▶ _How to complete this task_:
Look through the records below, and whenever a line contains "position", copy it.

··· Available data ···

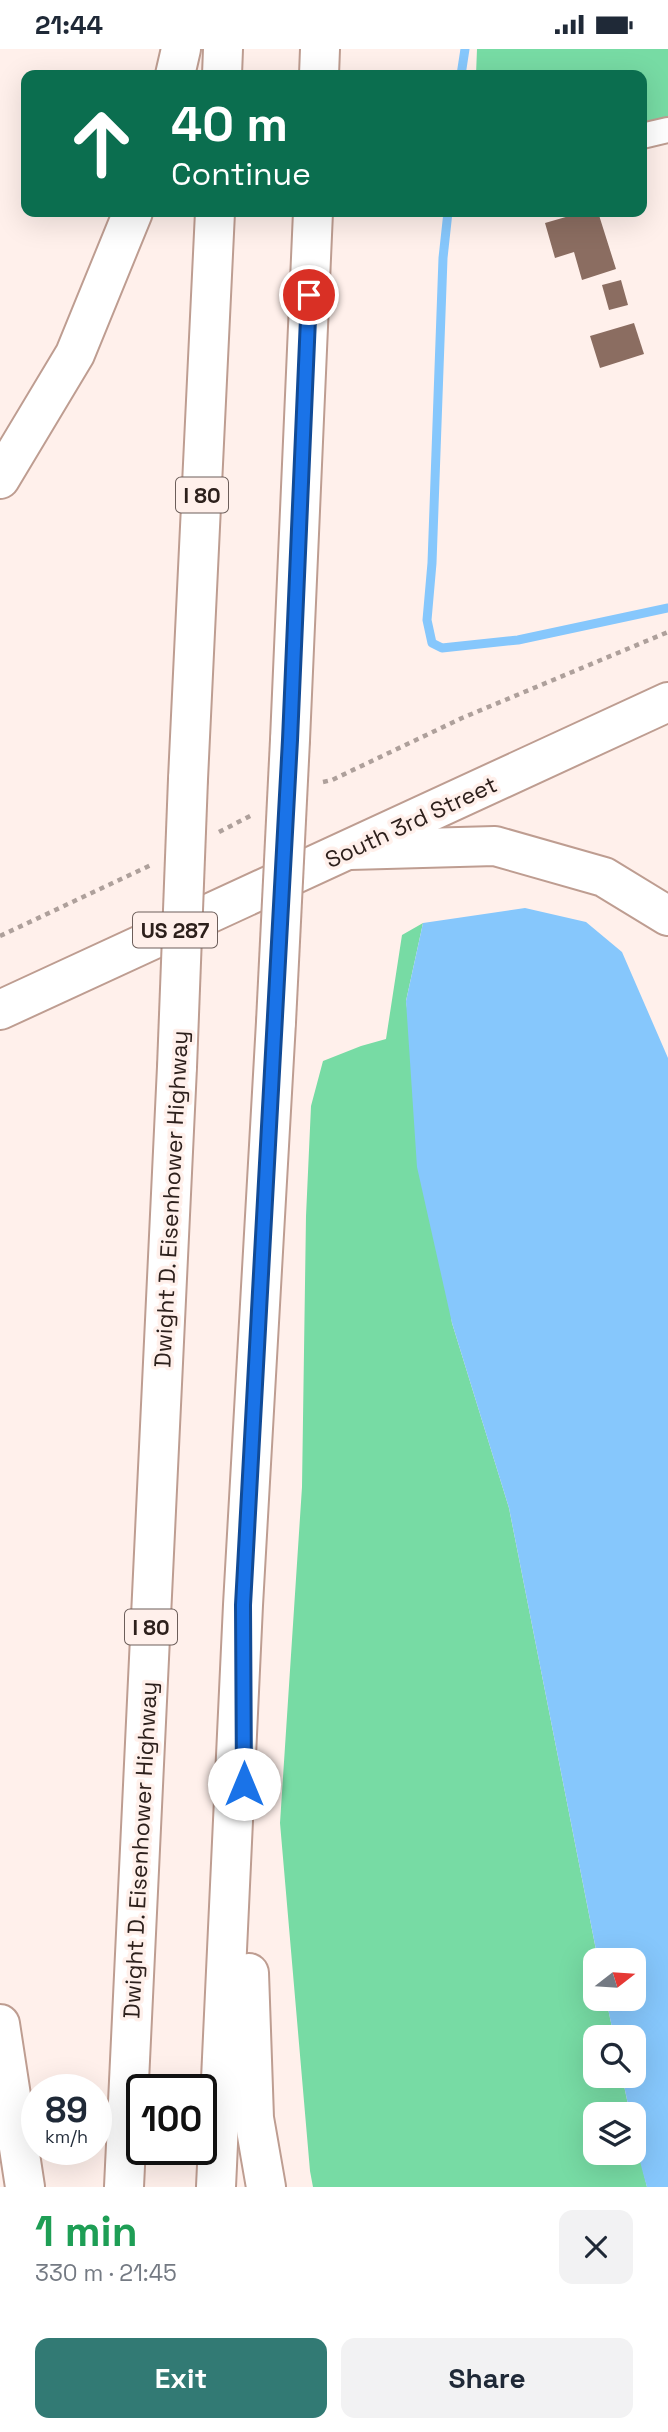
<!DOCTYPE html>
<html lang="en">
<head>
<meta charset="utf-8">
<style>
  :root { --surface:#fff; --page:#f2f2f3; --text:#1f2937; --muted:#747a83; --accent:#327a74 }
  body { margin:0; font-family:"Space Grotesk",sans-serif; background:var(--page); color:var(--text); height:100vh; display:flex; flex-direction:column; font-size:26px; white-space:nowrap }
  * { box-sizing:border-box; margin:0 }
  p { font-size:23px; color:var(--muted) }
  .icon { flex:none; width:38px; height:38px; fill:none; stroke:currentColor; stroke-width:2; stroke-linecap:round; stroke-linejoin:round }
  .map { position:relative; height:2138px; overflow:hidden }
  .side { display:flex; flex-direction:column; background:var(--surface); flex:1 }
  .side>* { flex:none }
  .hud { position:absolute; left:21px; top:21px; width:626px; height:147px; border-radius:14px; box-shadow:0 7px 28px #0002; background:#0b6e4f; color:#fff; overflow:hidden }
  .needle { width:46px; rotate:73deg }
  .buttons { position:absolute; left:583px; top:1899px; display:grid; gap:14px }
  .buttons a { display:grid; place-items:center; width:63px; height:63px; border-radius:14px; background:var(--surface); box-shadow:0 7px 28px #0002; font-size:35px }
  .speed { position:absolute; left:21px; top:2025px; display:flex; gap:14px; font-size:35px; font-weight:700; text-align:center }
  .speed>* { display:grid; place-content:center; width:91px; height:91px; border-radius:50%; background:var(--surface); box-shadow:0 7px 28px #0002; line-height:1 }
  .speed small { font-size:18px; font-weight:400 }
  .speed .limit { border:4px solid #111; border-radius:10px; background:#fff; color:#111 }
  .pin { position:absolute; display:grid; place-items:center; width:60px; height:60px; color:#fff; margin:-30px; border:4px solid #fff; border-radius:50%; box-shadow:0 2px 7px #0007 }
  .me { position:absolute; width:77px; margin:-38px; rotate:0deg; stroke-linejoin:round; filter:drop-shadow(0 0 5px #0008) }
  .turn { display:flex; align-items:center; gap:24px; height:147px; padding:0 35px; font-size:32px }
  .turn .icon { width:91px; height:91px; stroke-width:2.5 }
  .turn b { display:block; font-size:49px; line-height:60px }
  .round { display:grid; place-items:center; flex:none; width:74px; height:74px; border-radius:14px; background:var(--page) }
  .summary { display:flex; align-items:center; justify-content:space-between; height:119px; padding:0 35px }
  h1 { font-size:42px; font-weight:700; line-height:52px; color:#1e9e55 }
  .button { display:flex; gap:14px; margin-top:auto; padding:14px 35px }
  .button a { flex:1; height:80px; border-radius:14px; background:var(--accent); color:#fff; font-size:28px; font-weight:700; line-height:80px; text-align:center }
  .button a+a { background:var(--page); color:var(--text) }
  .status { display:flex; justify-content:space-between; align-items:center; height:49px; padding:0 35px; background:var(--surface); direction:ltr }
  .status svg { height:19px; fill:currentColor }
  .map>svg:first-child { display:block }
  .green { fill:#77dba4 }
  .water { fill:#86c7fc }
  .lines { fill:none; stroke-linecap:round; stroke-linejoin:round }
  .stream { stroke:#86c7fc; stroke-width:9 }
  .building { fill:#8b6d61 }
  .minor-casing { stroke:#be9d91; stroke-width:28 }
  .trunk-casing { stroke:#be9d91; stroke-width:42 }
  .motorway-casing { stroke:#be9d91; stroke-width:42 }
  .path { stroke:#aea09b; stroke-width:4.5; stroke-dasharray:5 5; stroke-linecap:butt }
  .minor { stroke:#fff; stroke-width:24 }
  .trunk { stroke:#fff; stroke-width:38 }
  .motorway { stroke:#fff; stroke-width:38 }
  .motorway-bridge-casing { stroke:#be9d91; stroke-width:42; stroke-linecap:butt }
  .motorway-bridge { stroke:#fff; stroke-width:38 }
  .route-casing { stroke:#114b97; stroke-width:18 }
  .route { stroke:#1a73e8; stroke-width:12 }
  .labels { text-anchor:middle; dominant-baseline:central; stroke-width:7; stroke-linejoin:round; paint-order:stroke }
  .shield { fill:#fff0eb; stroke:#6c5e5a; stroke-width:2 }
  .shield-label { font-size:21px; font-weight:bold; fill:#2d201c }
  .street-label { font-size:23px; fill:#2d201c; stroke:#fff0eb }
</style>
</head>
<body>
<div class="status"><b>21:44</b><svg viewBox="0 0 49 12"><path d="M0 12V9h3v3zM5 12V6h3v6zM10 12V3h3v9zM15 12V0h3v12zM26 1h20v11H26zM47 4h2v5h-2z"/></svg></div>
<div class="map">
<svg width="668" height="2138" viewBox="0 0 668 2138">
  <rect width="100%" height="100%" fill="#fff0eb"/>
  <g class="green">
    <path d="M477 0H668V81L642 87V26H476Z"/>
    <path d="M423 874 406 952 452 1274 509 1459 598 1911H595V1950H606L614 1988H595V2026L622 2027 630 2065H595V2104H634V2084L647 2138H313L310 2122 280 1774 302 1438 306 1167 311 1057 323 1012 361 997 386 990 402 886Z"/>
  </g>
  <path class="water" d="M525 859 586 873 622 903 668 1009V2138H647C640 2114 634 2090 634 2065H630L622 2027 634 2026V1988H614L606 1950H634V1911H598L509 1459 452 1274 417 1118 406 952 423 874Z"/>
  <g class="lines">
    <g class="stream">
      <path d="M461 26 465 0"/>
      <path d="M448 163 443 209 432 514 427 571 432 594 442 599 518 591 668 559"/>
    </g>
  </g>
  <g class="building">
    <path d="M583 163H598L616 220 582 231 574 203 555 209 545 174Z"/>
    <path d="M621 231 628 256 609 261 602 236Z"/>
    <path d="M634 274 644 305 600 319 590 287Z"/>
  </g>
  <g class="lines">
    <g class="minor-casing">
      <path id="minor" d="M642 87 668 81"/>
    </g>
    <g class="trunk-casing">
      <path id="trunk" d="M0 961 668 653"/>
    </g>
    <g class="motorway-casing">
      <g id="motorway">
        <path d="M175 26 181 0"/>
        <path d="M222 26 223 0"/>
        <path d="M319 26 320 0"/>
        <path d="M0 430 75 305 133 163"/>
        <path d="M290 691 313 163"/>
        <path d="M188 730 215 163"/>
        <path d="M350 801 495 797 604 828 668 867"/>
        <path d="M249 1924 254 2069 266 2138"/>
        <path d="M0 1975 25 2138"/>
        <path d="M124 2138 177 1018"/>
        <path d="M216 2138 243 1556 276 973"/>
      </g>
    </g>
    <g class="path">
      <path d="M323 733 332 731 462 669 668 583"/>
      <path d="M219 783 252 766"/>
      <path d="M0 887 151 816"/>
    </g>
    <use href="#minor" class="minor"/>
    <use href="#trunk" class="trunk"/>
    <use href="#motorway" class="motorway"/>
    <g class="motorway-bridge-casing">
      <g id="motorway-bridge">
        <path d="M276 973 290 691"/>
        <path d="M177 1018 188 730"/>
      </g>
    </g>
    <use href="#motorway-bridge" class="motorway-bridge"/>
  </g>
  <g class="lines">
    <g class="route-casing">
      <path id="route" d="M244 1735 243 1556 290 691 309 246"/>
    </g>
    <use href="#route" class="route"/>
  </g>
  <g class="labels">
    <g class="shield">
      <rect x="176" y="428.5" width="52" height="35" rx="5"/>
      <rect x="133" y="863.5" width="84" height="35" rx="5"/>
      <rect x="125" y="1560.5" width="52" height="35" rx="5"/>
    </g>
    <g class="shield-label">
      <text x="202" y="446">I 80</text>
      <text x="175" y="881">US 287</text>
      <text x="151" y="1578">I 80</text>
    </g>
    <g class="street-label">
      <text transform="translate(411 773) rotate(-25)">South 3rd Street</text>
      <text transform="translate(171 1150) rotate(-87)">Dwight D. Eisenhower Highway</text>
      <text transform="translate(140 1801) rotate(-87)">Dwight D. Eisenhower Highway</text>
    </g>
  </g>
</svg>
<div class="buttons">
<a><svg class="needle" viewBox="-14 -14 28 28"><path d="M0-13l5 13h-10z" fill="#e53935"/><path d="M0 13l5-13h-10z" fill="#747a83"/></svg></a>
<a><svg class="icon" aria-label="search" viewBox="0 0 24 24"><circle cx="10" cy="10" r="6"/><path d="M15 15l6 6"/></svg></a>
<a><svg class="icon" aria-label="layers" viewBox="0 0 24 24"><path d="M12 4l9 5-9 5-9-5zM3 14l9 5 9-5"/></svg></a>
</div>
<div class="speed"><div>89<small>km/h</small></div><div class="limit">100</div></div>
<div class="pin" style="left:309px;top:246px;background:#d93025"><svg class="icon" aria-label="arrive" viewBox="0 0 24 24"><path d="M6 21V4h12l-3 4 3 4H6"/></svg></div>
<svg class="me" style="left:244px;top:1735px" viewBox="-20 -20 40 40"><circle r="19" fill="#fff"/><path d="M0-13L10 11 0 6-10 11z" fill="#1a73e8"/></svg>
<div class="hud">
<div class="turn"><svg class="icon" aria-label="ahead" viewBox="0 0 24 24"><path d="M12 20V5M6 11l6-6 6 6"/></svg><div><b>40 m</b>Continue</div></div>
</div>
</div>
<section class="side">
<div class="summary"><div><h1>1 min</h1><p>330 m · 21:45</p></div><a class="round"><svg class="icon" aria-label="close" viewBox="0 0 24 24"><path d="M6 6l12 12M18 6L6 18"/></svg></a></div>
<div class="button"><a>Exit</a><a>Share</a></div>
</section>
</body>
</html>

···

▶ _Response area_:
  .map { position:relative; height:2138px; overflow:hidden }
  .hud { position:absolute; left:21px; top:21px; width:626px; height:147px; border-radius:14px; box-shadow:0 7px 28px #0002; background:#0b6e4f; color:#fff; overflow:hidden }
  .buttons { position:absolute; left:583px; top:1899px; display:grid; gap:14px }
  .speed { position:absolute; left:21px; top:2025px; display:flex; gap:14px; font-size:35px; font-weight:700; text-align:center }
  .pin { position:absolute; display:grid; place-items:center; width:60px; height:60px; color:#fff; margin:-30px; border:4px solid #fff; border-radius:50%; box-shadow:0 2px 7px #0007 }
  .me { position:absolute; width:77px; margin:-38px; rotate:0deg; stroke-linejoin:round; filter:drop-shadow(0 0 5px #0008) }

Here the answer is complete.